During his tenure Johnson fully backed the destructive policies of the Obama administration, which announced in 2011 that Detroit would become “ground zero for school reform.” The DFT backed Obama’s “Race to the Top” education initiative—which “incentivizes” cash-strapped school districts to adopt anti-teacher measures and open up more charters. Johnson collaborated with a succession of emergency managers appointed to discipline teachers, close down schools and allow for the proliferation of charters and other quasi-public entities such as the crisis-ridden Education Achievement Authority (EAA), set up by Michigan Governor Rick Snyder in 2011.

As a result of these ruinous policies, Detroit now has more students enrolled in charters than in public schools. It is likely that the state will move to eliminate public education entirely in the city, following the precedent set in New Orleans, where the education system has essentially been privatized.

Johnson is a long-time tool of the Democratic Party who sought to sow illusions in this or that politician like former Governor Jennifer Granholm, the first to appoint an emergency manager, Robert Bobb, over the Detroit Public Schools. In 2010, Johnson had to fend off a recall attempt by teachers because of his collaboration with Bobb’s campaign of school closures, layoffs and concession demands.

In the face of angry opposition from rank-and-file teachers, Johnson would invariably rely on the state’s punitive anti-strike laws and threats that teachers would face “dire consequences” if they fought to defend their livelihoods.

At a mass meeting of teachers in 2009 Johnson fought tooth and nail against a growing strike sentiment among teachers. As the WSWS reported at the time, “There was widespread disquiet among teachers as DFT President Keith Johnson argued that strike action and any resistance was impossible and made the preposterous claim that his commitment to ‘work together’ with Emergency Financial Manager Robert Bobb would result in a ‘fair and equitable’ contract offer in two months’ time.”

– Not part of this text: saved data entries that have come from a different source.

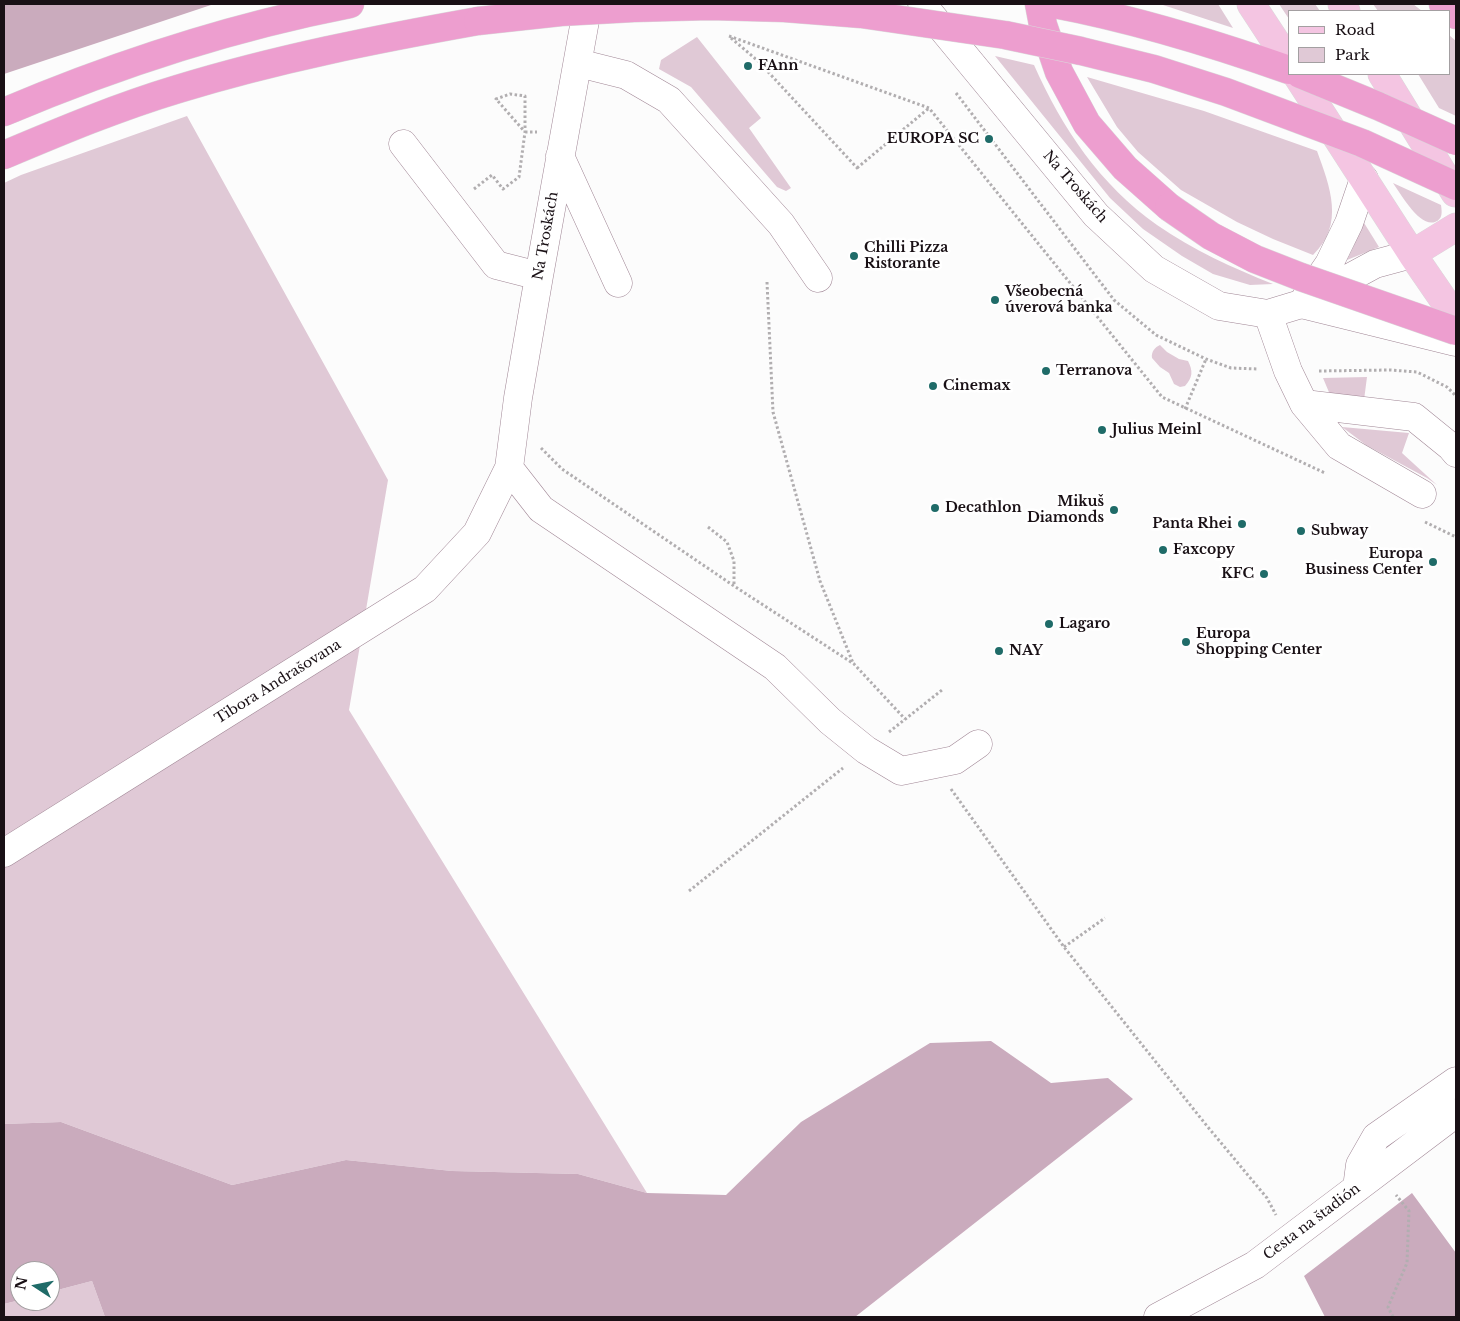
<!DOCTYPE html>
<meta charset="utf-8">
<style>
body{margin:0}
#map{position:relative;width:1460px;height:1321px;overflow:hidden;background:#fcfcfc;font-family:"Libre Baskerville",serif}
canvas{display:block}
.frame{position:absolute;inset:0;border:5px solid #191015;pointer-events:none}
.legend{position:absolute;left:1288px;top:10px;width:162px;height:65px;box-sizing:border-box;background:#fff;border:1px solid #a39fa1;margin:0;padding:6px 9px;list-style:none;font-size:15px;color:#191015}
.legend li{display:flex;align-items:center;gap:10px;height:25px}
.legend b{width:25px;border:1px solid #a39fa1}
.north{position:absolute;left:10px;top:1261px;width:50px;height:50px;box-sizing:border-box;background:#fff;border:1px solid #a39fa1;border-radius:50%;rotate:281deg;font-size:14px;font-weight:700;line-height:20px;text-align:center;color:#191015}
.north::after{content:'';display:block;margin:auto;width:18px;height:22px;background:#1f6b68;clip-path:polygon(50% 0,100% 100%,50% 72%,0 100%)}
</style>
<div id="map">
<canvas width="1460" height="1321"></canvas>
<div class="frame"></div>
<ul class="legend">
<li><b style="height:6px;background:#f4c5e2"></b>Road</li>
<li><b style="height:14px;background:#e0c9d6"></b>Park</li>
</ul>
<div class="north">N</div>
</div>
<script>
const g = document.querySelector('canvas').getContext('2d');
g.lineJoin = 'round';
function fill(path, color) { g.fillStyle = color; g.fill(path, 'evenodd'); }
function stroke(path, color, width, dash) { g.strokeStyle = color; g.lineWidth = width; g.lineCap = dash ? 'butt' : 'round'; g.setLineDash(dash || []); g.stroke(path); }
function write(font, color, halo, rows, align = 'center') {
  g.font = font + ' "Libre Baskerville",serif'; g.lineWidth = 5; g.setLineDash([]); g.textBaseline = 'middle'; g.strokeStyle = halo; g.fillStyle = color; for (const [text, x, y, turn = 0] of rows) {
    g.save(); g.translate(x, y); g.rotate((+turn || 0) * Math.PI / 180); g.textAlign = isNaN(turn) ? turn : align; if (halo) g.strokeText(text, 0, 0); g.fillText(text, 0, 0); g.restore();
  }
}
const green = new Path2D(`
 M1158 4H1218L1233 28 1163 5Z
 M1279 4H1315L1320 11H1289V19Z
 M1373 4H1413L1422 11H1378Z
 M1449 35 1456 41V116L1439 108 1418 74H1449Z
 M697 37 761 118 749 128 791 188 786 191 777 187 691 87 659 69 661 60Z
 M995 56 1034 65C1062 128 1100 185 1157 225 1193 250 1233 268 1273 284L1250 285 1213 274 1182 256 1143 229 1110 198Z
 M1087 77 1204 111 1317 151C1330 187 1345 224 1313 255L1273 239 1237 222 1181 190 1138 152 1117 127Z
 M187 116 388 480 349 710 647 1193 578 1174 452 1171 346 1160 232 1185 61 1122 4 1124V183L21 175Z
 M1393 183 1441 205C1442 212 1443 219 1435 222 1419 227 1401 194 1393 183Z
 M1361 218 1379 247 1347 260C1354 247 1359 234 1361 218Z
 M1160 345 1167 352 1179 359 1188 361C1193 371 1193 377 1185 386L1180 387 1174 384 1169 373 1160 367 1152 358C1151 352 1155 347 1160 345Z
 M1367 377 1364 400 1331 397 1323 378Z
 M1342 427 1409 433 1402 453 1437 485 1427 478 1366 445Z
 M92 1281 105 1317H4V1304L20 1300 50 1301V1292Z`);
const forest = new Path2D(`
 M4 4H214L4 74Z
 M991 1041 1051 1083 1108 1078 1133 1099 855 1317H105L92 1281 50 1292V1271H20V1300L4 1304V1124L61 1122 232 1185 346 1160 452 1171 578 1174 647 1193 726 1195 801 1122 930 1043Z
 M1412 1193 1456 1253V1317H1325L1304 1276Z`);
const path = new Path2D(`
 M729 36 929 108 1162 397 1325 473
 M731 38 758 61 859 170
 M956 93 1114 300 1156 335 1206 359 1231 368 1258 369
 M525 132H537
 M857 168 929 108
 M474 189 492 175 503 189 519 177 525 132V96L510 94 496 99 525 132
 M767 282 773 412 820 581 853 663
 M1319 371 1390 370 1417 372 1447 387 1456 396
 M1185 409 1206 359
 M541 448 562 469 734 586 854 664 905 719
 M1425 522 1456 537
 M708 527 727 542 734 561V585
 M889 732 942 690
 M951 789 1064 947 1207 1126 1267 1198 1276 1215
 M689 891 843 768
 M1064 947 1105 918
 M1393 1317 1388 1307 1407 1263 1409 1211 1396 1195`);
const minor = new Path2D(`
 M922 4 1096 215 1154 269 1219 306 1268 314 1301 304 1375 264 1412 254
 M578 63 626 75 669 100 781 224 818 278
 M403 144 496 265 539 276
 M560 156 618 283
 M1305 299 1329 264 1349 223 1364 179
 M1301 304 1455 342
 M1268 314 1288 371 1304 404 1339 446 1422 494
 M1304 404 1414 417 1451 447 1456 453
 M509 468 541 509 775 667 830 721 866 750 901 771 955 760 978 744
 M4 853 425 589 477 533 509 468 518 398 539 276 588 4
 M1357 1188 1360 1165 1376 1137 1456 1081
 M1158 1317 1255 1265 1456 1113`);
const major = new Path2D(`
 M1251 4 1289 62
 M1342 4 1346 11
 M1296 74 1412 254 1456 318
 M1382 74 1455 193
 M1412 254 1456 227`);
const highway = new Path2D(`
 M1039 4 1043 25 1059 72 1087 124 1125 168 1169 207
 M1054 4C1134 19 1212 43 1289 70
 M1443 4 1456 15
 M4 112C115 65 231 27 350 4
 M4 155C61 131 118 107 178 89 276 59 377 39 478 21`);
const highwayBridge = new Path2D(`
 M478 21 561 12 634 8 710 6 784 8 861 14 1005 35 1081 51 1154 69 1226 92 1362 143 1456 186
 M1300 74 1378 106 1456 141
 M1169 207 1211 236 1255 259 1301 277 1456 331`);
const markers = [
 [748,66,5,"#1f6b68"],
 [989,139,5,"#1f6b68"],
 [854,256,5,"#1f6b68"],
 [995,300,5,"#1f6b68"],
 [1046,371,5,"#1f6b68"],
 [933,386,5,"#1f6b68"],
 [1102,430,5,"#1f6b68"],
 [935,508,5,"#1f6b68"],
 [1114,510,5,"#1f6b68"],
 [1242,524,5,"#1f6b68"],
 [1301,531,5,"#1f6b68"],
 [1163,550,5,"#1f6b68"],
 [1433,562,5,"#1f6b68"],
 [1264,574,5,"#1f6b68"],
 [1049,624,5,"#1f6b68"],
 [1186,642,5,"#1f6b68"],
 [999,651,5,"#1f6b68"]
];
const poiNames = [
 ["FAnn",758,66],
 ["EUROPA SC",979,139,"right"],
 ["Chilli Pizza",864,248],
 ["Ristorante",864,264],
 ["Všeobecná",1005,292],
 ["úverová banka",1005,308],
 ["Terranova",1056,371],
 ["Cinemax",943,386],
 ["Julius Meinl",1112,430],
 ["Mikuš",1104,502,"right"],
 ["Diamonds",1104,518,"right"],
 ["Decathlon",945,508],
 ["Panta Rhei",1232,524,"right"],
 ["Subway",1311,531],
 ["Faxcopy",1173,550],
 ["Europa",1423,554,"right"],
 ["Business Center",1423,570,"right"],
 ["KFC",1254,574,"right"],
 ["Lagaro",1059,624],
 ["Europa",1196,634],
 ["Shopping Center",1196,650],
 ["NAY",1009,651]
];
const streetNames = [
 ["Na Troskách",1075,187,49],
 ["Na Troskách",546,236,-80],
 ["Tibora Andrašovana",278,682,-32],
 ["Cesta na štadión",1312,1222,-37]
];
fill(green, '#e0c9d6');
fill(forest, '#caabbd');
stroke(minor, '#a08695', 29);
stroke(major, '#dad9da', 29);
stroke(highway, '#dad9da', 29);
stroke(path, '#b1aeb0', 3, [2.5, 2.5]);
stroke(minor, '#fff', 28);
stroke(major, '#f4c5e2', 28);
stroke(highway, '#ed9ecf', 28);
stroke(highwayBridge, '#dad9da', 29, []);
stroke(highwayBridge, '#ed9ecf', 28);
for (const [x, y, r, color] of markers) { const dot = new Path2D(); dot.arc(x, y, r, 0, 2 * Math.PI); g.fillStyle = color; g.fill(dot); stroke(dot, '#fff', 2); }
write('bold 14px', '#191015', '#fff', poiNames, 'left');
write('14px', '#191015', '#fff', streetNames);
</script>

Johnson also held the threat of economic ruin over the heads of teachers, saying he would not order them to “withhold your ability to provide for your families” by going on strike. He asked teachers, “how many of you because of the economic times we are in are either the primary or sole breadwinner in your household?”

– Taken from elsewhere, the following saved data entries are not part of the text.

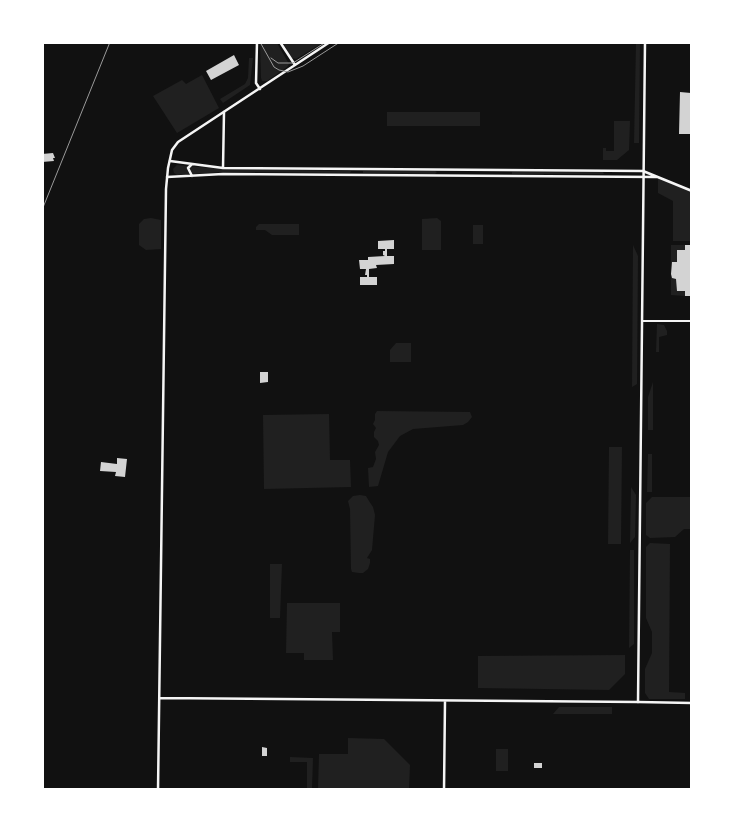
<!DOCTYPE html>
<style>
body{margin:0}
#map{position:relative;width:734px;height:832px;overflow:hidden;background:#111;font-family:Lato,sans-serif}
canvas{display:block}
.frame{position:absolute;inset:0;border:44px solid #fff;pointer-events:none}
</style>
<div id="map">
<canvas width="734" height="832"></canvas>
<div class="frame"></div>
</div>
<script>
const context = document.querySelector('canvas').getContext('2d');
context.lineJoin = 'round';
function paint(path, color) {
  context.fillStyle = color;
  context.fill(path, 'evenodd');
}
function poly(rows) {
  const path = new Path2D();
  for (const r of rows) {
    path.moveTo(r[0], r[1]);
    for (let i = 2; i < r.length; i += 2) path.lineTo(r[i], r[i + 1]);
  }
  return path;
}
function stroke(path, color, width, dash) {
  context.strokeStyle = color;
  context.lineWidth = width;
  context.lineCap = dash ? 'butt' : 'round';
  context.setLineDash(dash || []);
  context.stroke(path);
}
const green = poly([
 [260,43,277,43,289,64,287,67,267,81,262,81,261,78],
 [283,43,322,43,296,59,292,58],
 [636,43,640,43,639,143,634,143],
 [249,58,253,58,250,85,223,103,220,99,245,84,248,78],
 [202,75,219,108,177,133,153,96,182,80,186,84],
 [387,112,480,112,480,126,387,126],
 [614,121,630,121,629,150,617,160,603,160,603,148,606,148,606,151,614,151],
 [177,165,223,169,351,171,350,173,223,172,177,175,174,173,173,169],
 [363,171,435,171,437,172,435,174,363,173],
 [512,172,603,172,604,174,512,174],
 [658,177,691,191,691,241,673,241,673,201,658,193],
 [151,218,161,220,161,249,146,250,139,245,139,224,144,219],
 [437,218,441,221,441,250,422,250,422,219],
 [259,224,299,224,299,235,272,235,265,230,256,230,256,227],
 [473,225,483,225,483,244,473,244],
 [633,245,638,256,637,384,632,387],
 [671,245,685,245,685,250,677,250,677,262,672,262,671,270,672,278,676,279,685,291,685,296,671,295],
 [657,324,664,325,667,331,667,335,659,337,659,352,656,352],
 [396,343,411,343,411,362,390,362,390,350],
 [653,382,653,430,648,430,648,397],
 [377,411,470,412,472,417,468,422,463,425,413,429,400,436,388,452,378,486,369,487,368,468,373,467,376,459,375,452,379,445,378,441,374,437,374,432,376,428,373,424,375,420,375,414],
 [329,414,330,460,350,460,351,487,264,489,263,415],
 [609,447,622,447,621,544,608,544],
 [648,454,652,454,652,492,647,492],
 [631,487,636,495,635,537,630,543],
 [360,495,366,496,369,501,373,507,375,515,372,550,367,558,370,559,370,563,368,569,363,573,359,573,352,572,351,569,350,509,348,501,353,496],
 [652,497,691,497,691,529,684,529,675,537,650,538,646,535,646,503],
 [650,543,670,544,669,692,685,693,685,699,649,699,645,693,645,669,652,653,652,632,646,618,646,547],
 [630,550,634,550,634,644,629,648],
 [270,564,282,564,280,618,270,618],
 [287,603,340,603,340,632,332,632,333,660,304,660,304,653,286,653],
 [625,655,625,674,609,690,478,688,478,656],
 [559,707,612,707,612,714,553,714],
 [348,738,384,739,410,765,409,789,318,789,319,754,348,754],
 [496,749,508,749,508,771,496,771],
 [290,757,313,758,312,789,307,789,307,762,290,762]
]);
const building = poly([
 [234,55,239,65,211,80,206,71],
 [680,92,691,93,690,134,679,134],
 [53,153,55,158,53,158,54,161,42,162,42,154],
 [394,240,394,249,387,249,387,256,394,256,394,264,376,265,377,268,369,269,369,277,377,277,377,285,360,285,360,277,367,277,367,275,365,275,366,269,360,269,359,260,368,260,368,257,385,256,383,255,383,251,385,251,385,249,378,249,378,241],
 [685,245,692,245,692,296,685,296,685,291,677,291,676,279,672,278,671,274,672,262,677,262,677,250,685,250],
 [260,372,268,372,268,382,260,383],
 [117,458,127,459,125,477,115,476,116,472,100,471,101,462,117,464],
 [262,747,267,748,267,756,262,756],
 [534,763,542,763,542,768,534,768]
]);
const minor = poly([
 [642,321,692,321]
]);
const tertiary = poly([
 [170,161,223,168,643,171,692,191],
 [192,164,188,168,192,176],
 [223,168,224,112],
 [167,177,223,174,656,177],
 [638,702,692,703]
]);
const secondary = poly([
 [257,42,256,83,260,89],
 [280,42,295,65],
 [160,698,638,702,645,42],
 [158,790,166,189,168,168,172,150,178,142,330,42],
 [444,790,445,701]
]);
const tram = poly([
 [260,42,274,67,279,70,288,72,303,66,340,42],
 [271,58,278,63,293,63,326,42]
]);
const rail = poly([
 [42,210,110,42]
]);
paint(green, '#202020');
paint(building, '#d3d3d3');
stroke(minor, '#f5f5f5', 2);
stroke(tertiary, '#f5f5f5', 2.5);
stroke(secondary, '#f5f5f5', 2.5);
stroke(tram, '#9a9a9a', 1);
stroke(rail, '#9a9a9a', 1);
</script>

Despite his frequent red-baiting of left-wing opponents in the DFT, Johnson was not averse to forming alliances with the pseudo-lefts who made up the loyal opposition in the DFT. At that same 2009 meeting, he gratefully accepted support from the middle class radical group BAMN’s (By Any Means Necessary) representative in the DFT, Steve Conn, who backed Johnson’s proposal for a 60-day “cooling off” period in order to push through a 10 percent pay cut, one that is still in effect.

The Free Press quotes Johnson commenting with contempt that “90% of them (teachers) I never see or hear from because they don’t have any problems.” In reality, this is only a measure of the deep alienation and hostility teachers feel for the DFT.

Johnson is essentially jumping off a sinking ship. With Michigan’s right-to-work legislation, the DFT anticipates thousands of teachers will quit paying dues, undermining the financial underpinnings for the high-paid salaries and other perks of Johnson & Co.

He alluded to this, telling the Free Press, “Certainly right to work changes the narrative because I’m from the era…when your union membership was never a question. Now that narrative will change. You’re going to have to go out and convince people to be part of a union. That will be hard for any union, but especially a teachers’ union with the assault that has been laid on them.”

Looking for a cozier job, Johnson added, “I want to become an arbitrator… I want to be able to do it on a national level so I can keep my mind, what’s left of it, fresh. Plus, they make $1,800 for a case that takes a couple of days.”

Johnson embodies all of the characteristics—abject subservience to the Democratic Party and the corporate interests they defend, anti-communism and contempt for the working class—that make up the American trade unions today. That is why the path of defending teachers and the right to public education is through a break with these right-wing organizations and building a socialist political movement of the working class.